Le propos n’est pas ici d’en dévoiler le contenu - ce serait un double appauvrissement : vu la richesse du texte originel ainsi que le plaisir de la lecture.

À propos du chapitre précédent, je n’avais fait qu'effleurer le contexte historique et idéologique du cheminement artistique de Giacometti ainsi que du mouvement surréaliste qu’il avait alors accompagné. Des histoires personnelles ou interpersonnelles dans la grande Histoire. Allez-y, précipitez vous dans ces pages : Giacometti n’était pas neutre, bien d’autres surréaliste non plus.

Avec la Guerre qui se rapproche et qui va servir de toile de fond au présent chapitre, on grimpe de quelques degrés. J’ai choisi un angle d’observation relativement décalé et mis l’accent sur la relation d’Alberto avec Isabel. À grands traits, et avec des omissions - exemple flagrant : le rôle d’Isabel dans la propagande antinazie.

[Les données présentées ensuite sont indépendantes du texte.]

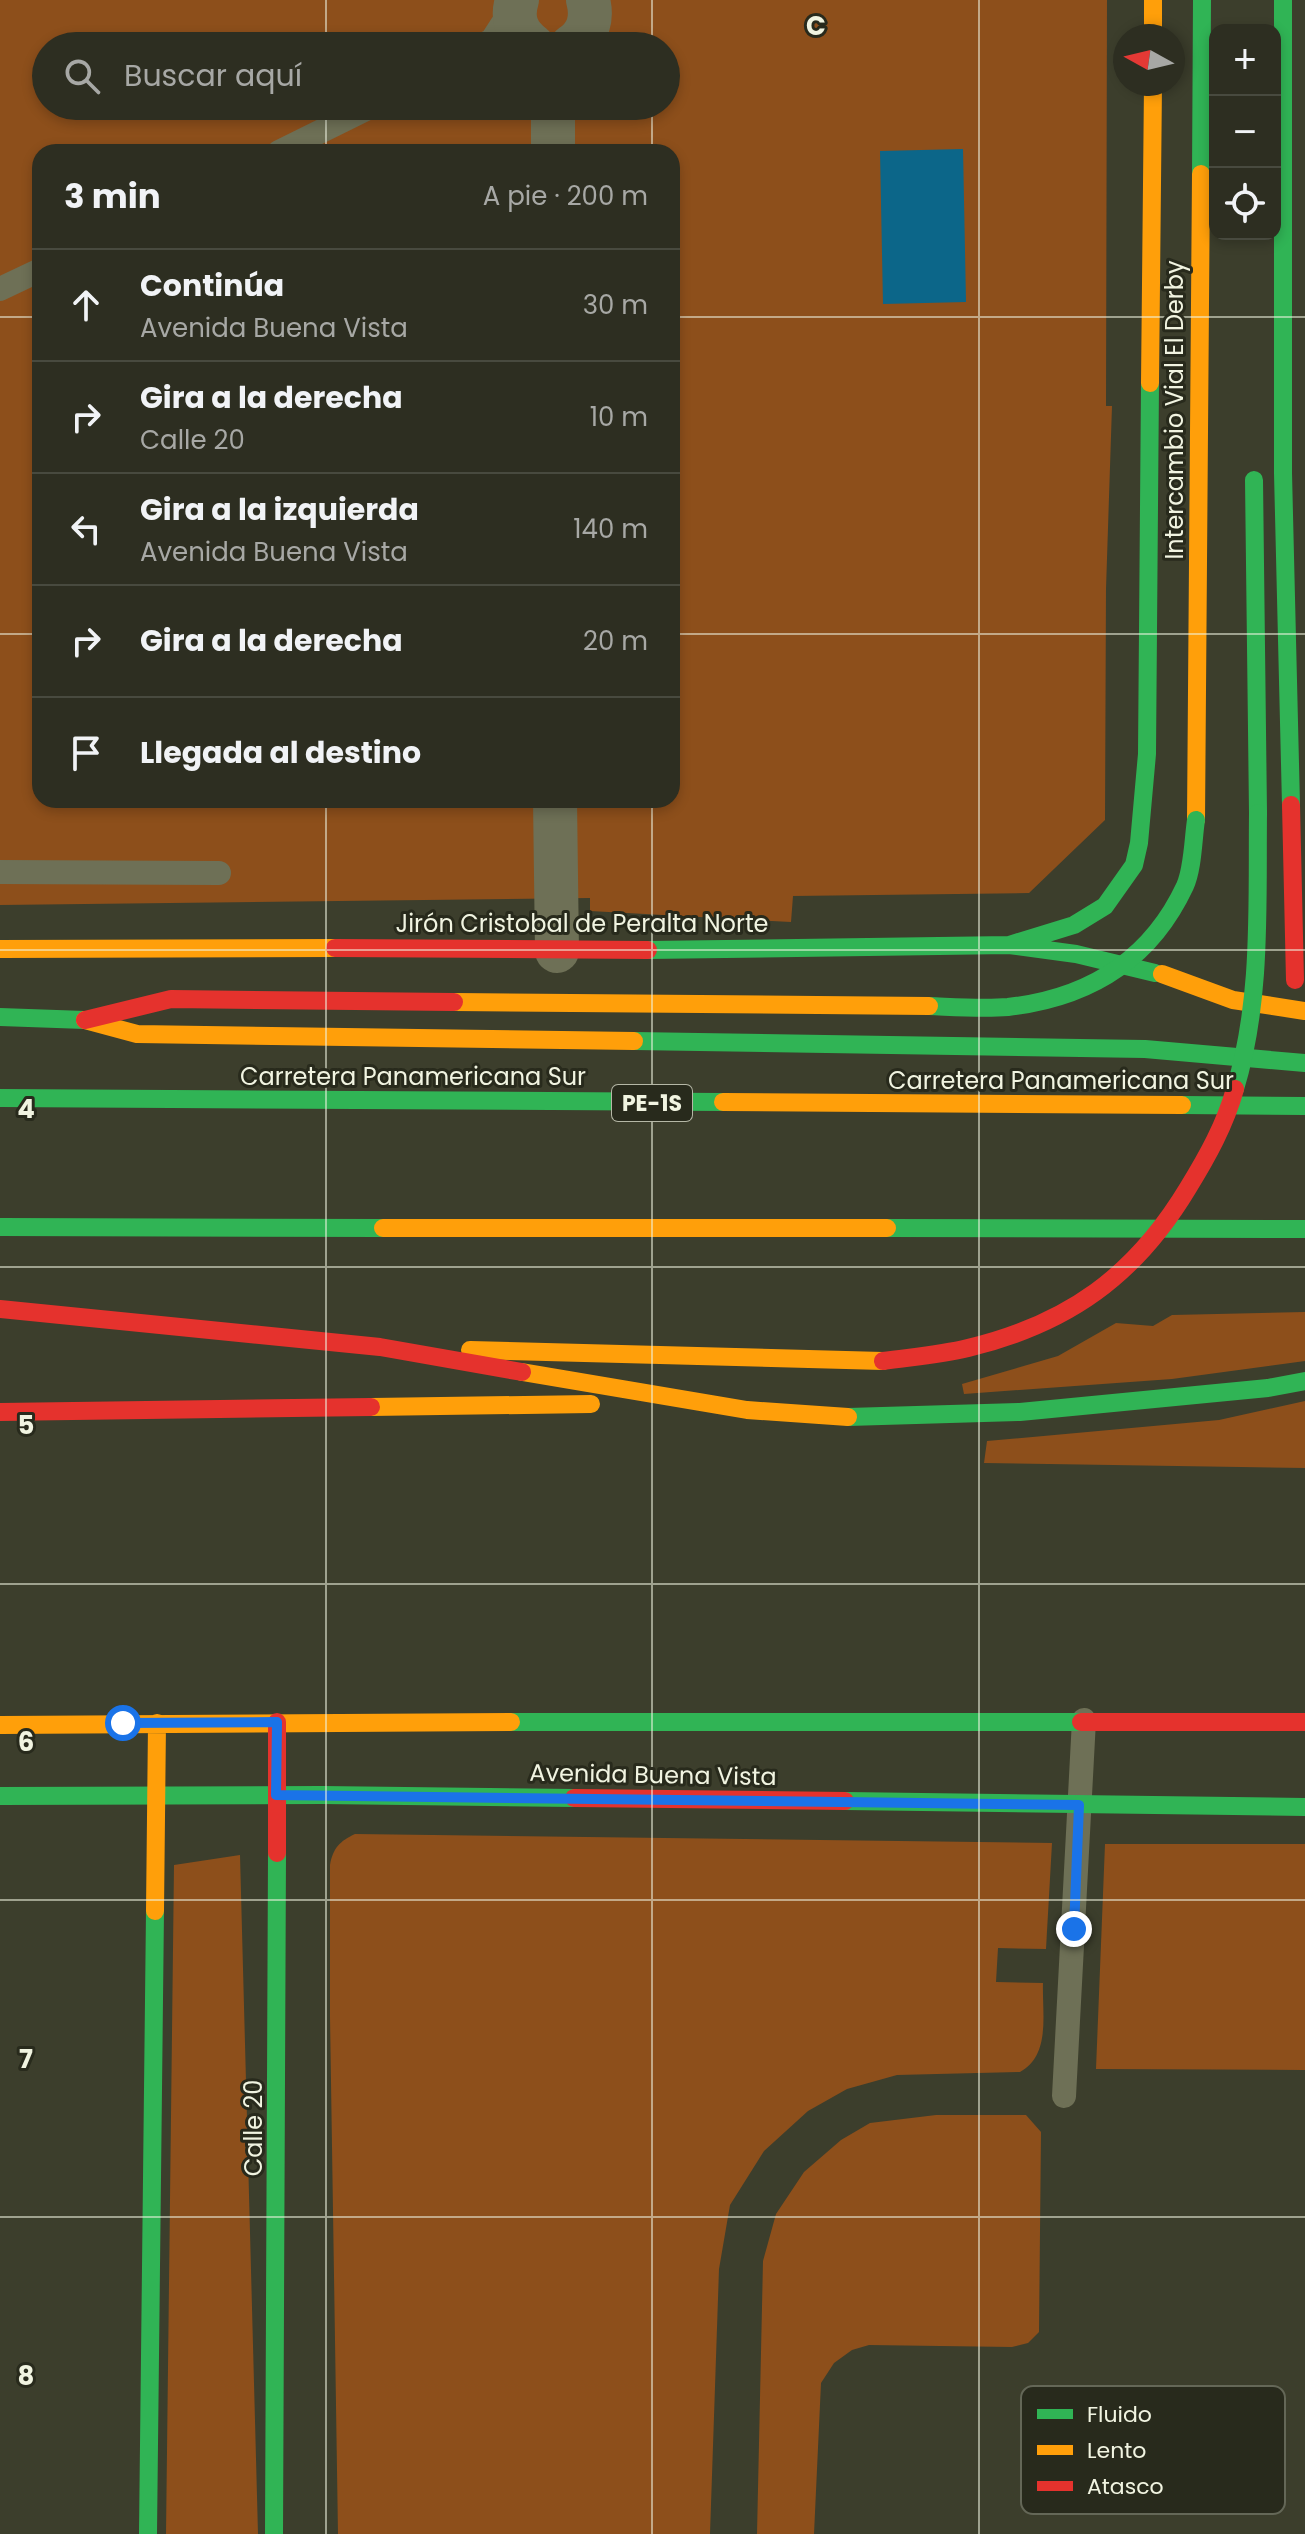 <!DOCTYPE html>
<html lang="es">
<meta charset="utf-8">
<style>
:root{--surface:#2d2e21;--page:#393a2e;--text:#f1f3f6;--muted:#a7a8a5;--line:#484a3f}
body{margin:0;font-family:Poppins,sans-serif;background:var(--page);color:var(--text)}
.controls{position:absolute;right:24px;top:24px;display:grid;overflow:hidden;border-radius:16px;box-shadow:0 4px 12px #0003}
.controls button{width:72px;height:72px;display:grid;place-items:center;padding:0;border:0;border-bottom:2px solid var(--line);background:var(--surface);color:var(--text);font:40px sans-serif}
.compass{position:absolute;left:1113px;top:24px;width:72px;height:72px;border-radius:50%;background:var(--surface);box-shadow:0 4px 12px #0003;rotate:278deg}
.stop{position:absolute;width:24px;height:24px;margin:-18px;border:6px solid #1a73e8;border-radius:50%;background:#fff}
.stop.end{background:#1a73e8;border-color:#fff;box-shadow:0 2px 8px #0008}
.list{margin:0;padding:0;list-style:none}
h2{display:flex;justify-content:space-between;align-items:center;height:104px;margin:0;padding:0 32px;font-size:34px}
h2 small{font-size:26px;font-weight:400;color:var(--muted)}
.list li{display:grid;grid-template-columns:52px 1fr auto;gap:24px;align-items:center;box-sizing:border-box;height:112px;padding:0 32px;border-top:2px solid var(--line)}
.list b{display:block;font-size:30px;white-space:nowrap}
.list p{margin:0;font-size:26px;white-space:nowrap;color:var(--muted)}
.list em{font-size:26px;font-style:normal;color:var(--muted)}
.icon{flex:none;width:44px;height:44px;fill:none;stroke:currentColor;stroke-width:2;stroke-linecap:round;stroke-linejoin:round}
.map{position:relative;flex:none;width:1305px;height:2534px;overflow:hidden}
.search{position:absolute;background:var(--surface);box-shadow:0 4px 12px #0003;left:32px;top:32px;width:648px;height:88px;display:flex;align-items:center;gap:20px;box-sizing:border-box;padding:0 28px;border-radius:44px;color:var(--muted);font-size:30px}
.panel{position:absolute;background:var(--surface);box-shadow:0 4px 12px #0003;left:32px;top:144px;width:648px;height:664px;border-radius:24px}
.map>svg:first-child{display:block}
.green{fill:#8d4f1b;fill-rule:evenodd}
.water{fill:#0c6689}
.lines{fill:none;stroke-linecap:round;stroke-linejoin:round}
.lane{stroke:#6e7056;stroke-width:24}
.street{stroke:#6e7056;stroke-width:44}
.fast{stroke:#30b455;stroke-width:18}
.slow{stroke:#ff9f0a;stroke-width:18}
.jam{stroke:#e5322d;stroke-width:18}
.fast-bridge{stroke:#30b455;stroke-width:18}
.slow-bridge{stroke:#ff9f0a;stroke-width:18}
.jam-bridge{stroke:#e5322d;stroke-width:18}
.route{stroke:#1a73e8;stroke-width:10}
.grid{fill:none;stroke:#f1f4e1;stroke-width:2;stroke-opacity:0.55}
.labels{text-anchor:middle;stroke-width:6;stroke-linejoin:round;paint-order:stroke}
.shield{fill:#282a1c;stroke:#b5b7a6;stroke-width:2}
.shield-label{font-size:22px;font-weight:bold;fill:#f1f4e1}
.street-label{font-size:24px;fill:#f1f4e1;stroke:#282a1c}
.key{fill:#282a1c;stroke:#646757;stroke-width:2}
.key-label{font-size:22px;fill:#f1f4e1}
.grid-label{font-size:26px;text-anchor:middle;font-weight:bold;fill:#f1f4e1;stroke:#282a1c;stroke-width:6;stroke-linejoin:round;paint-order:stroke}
</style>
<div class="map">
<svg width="1305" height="2534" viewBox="0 0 1305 2534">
<rect width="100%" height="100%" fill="#3c3e2c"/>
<path class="green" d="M0 0H1107L1106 406H1112L1106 589 1105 820 1029 893 793 896 791 922 590 911V898L0 905ZM46 46H666V106H46ZM40 152H672V800H40Z
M1305 1312V1361L1172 1379 964 1394 962 1384 1058 1356 1116 1323 1153 1326 1172 1315Z
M1305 1401V1468L984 1463 987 1441 1219 1420Z
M355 1834 1052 1843 1046 1949 998 1948 996 1982 1043 1983C1042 2014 1051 2055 1020 2072L897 2075 847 2089 808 2111 764 2151 730 2205 719 2269 710 2534H338L330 2017V1865C333 1848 340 1841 355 1834Z
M1105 1844H1305V2070L1096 2069Z
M240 1855 258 2534H166L174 1865Z
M936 2115H1026L1041 2132 1039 2332 1028 2343 1012 2347 869 2345 852 2350 834 2363 821 2383 814 2534H757L763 2261 776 2214 804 2172 841 2140 870 2123Z"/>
<path class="water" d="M963 149 966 302 883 304 880 151Z"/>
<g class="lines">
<path class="lane" d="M481 46 492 40 512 9
M279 152 372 106
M0 289 40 270
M0 872 219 873
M1064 2096 1084 1720"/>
<path class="street" d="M517 0C511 19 517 34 533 46
M572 46C588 35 593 19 588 0
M553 106V152
M555 800 557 951"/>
<path class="fast" d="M1283 0V473L1291 805
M1201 174 1202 0
M1254 480 1258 813
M1009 945 1074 925 1105 906 1134 865 1139 843 1147 754 1150 383
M648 950 1009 945 1076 954 1155 973
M0 1017 85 1020
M634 1041 1145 1049 1305 1063
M0 1098 723 1102
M1182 1105 1305 1106
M0 1227 383 1228
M887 1228 1305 1229
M848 1417 1020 1412 1268 1388 1305 1381
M511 1722H1081
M0 1796 322 1795 574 1798
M845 1801 1305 1807
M148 2534 155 1911
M274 2534 277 1853"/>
<path class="slow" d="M1153 0V36
M1150 383 1153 84
M1196 820 1201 174
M0 949 335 948
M1162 974 1233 1000 1305 1011
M85 1020 137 1034 634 1041
M723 1102 1182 1105
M383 1228H887
M470 1350 883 1361
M522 1372 747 1410 848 1417
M371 1407 591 1404
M0 1725 511 1722
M155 1911 157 1723"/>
<path class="jam" d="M1291 805 1295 980
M335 948 648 950
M0 1309 380 1347 522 1372
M0 1412 371 1407
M1081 1722H1305
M574 1798 845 1801
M277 1853V1722"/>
<path class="fast-bridge" d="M929 1006C955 1007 982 1009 1008 1007 1088 998 1150 961 1185 886 1193 868 1193 840 1196 820
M1235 1089C1262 1000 1257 906 1258 813"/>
<path class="slow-bridge" d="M454 1002 929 1006"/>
<path class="jam-bridge" d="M85 1020 171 999 454 1002
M883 1361C911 1357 940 1355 968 1348 1068 1324 1135 1276 1188 1188 1207 1157 1225 1125 1235 1089"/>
</g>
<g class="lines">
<path class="route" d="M123 1723 277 1722 276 1795 1079 1805 1074 1929"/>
</g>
<path class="grid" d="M326 0V46M652 0V46M979 0V2534M326 106V152M652 106V152M0 317H40M672 317H1305M0 634H40M672 634H1305M326 800V2534M652 800V2534M0 950H1305M0 1267H1305M0 1584H1305M0 1900H1305M0 2217H1305"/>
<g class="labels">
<rect class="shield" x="612" y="1085" width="80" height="36" rx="6"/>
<g class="shield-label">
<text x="652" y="1111">PE-1S</text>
</g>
<g class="street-label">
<text transform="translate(1175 410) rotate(-90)" y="8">Intercambio Vial El Derby</text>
<text x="582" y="932">Jirón Cristobal de Peralta Norte</text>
<text x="413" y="1085">Carretera Panamericana Sur</text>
<text x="1061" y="1089">Carretera Panamericana Sur</text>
<text transform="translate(653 1775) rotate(1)" y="8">Avenida Buena Vista</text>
<text transform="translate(254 2128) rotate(-90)" y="8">Calle 20</text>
</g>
</g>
<rect x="1021" y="2386" width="264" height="128" rx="12" class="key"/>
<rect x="1037" y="2409" width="36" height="10" fill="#30b455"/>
<rect x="1037" y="2445" width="36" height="10" fill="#ff9f0a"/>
<rect x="1037" y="2481" width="36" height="10" fill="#e5322d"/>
<g class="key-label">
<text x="1087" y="2422">Fluido</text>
<text x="1087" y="2458">Lento</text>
<text x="1087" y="2494">Atasco</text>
</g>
<g class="grid-label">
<text x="816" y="35">C</text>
<text x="26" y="1118">4</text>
<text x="26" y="1434">5</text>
<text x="26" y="1751">6</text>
<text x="26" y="2068">7</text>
<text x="26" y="2385">8</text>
</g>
</svg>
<div class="controls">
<button>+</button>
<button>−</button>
<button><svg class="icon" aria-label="locate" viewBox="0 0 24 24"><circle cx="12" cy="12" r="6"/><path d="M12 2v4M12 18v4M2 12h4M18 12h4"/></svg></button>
</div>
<svg class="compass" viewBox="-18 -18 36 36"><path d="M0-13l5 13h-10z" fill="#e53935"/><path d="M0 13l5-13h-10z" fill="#a7a8a5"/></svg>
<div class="stop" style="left:123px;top:1723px"></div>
<div class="stop end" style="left:1074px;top:1929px"></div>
<div class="search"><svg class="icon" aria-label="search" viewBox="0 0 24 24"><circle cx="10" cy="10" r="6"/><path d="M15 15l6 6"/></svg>Buscar aquí</div>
<section class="panel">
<h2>3 min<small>A pie · 200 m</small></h2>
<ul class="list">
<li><svg class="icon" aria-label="ahead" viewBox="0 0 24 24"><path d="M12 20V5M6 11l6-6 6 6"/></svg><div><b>Continúa</b><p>Avenida Buena Vista</p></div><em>30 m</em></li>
<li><svg class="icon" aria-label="right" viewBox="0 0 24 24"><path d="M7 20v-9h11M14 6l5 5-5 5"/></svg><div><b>Gira a la derecha</b><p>Calle 20</p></div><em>10 m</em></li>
<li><svg class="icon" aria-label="left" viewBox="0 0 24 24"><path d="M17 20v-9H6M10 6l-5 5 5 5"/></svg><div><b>Gira a la izquierda</b><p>Avenida Buena Vista</p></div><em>140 m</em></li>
<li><svg class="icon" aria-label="right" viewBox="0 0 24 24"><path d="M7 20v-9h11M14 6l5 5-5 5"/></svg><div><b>Gira a la derecha</b></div><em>20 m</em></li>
<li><svg class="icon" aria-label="arrive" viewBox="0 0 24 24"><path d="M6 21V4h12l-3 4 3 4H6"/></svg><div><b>Llegada al destino</b></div></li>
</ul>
</section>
</div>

De même, nous devons à la présence du journaliste américain Robert Wernick, arrivé à Paris à 20 ans en 1938 et qui a vécu une grande partie de sa vie dans le 14ème arrondissement, une information précieuse sur les frères Giacometti qu’il connaissait fort bien. Ce qui nous vaut un article a priori assez rocambolesque et dûment relaté dans la biographie, sur la façon dont Paris s’est vidé à l’approche des Allemands en 1940 (“The Cambronne picnic - Alberto Giacometti and the End of the World, Paris, June 13 1940”) - le lien de son blog fonctionne encore, 5 ans après sa mort en 2014 :
L’article se prolonge sur les routes de l’exode à bicyclette - histoires individuelle et Histoire, c’est un témoignage exceptionnel.

Revenons à la “Longue marche” : En 1935, cela fait bientôt 15 ans qu’Alberto est à Paris. Il vient de se séparer des surréalistes et ainsi se clôt une parenthèse d’une dizaine d’années. En 1925, il avait renoncé au modèle vivant et à l’étude d’après nature pour ‘inventer des œuvres dans la tête’ (“les plaques”). Il opère maintenant un demi-tour en sens inverse : travailler “avec un modèle toute la journée”. Il pensait résoudre cela en deux semaines, cela lui prit le temps de sa vie.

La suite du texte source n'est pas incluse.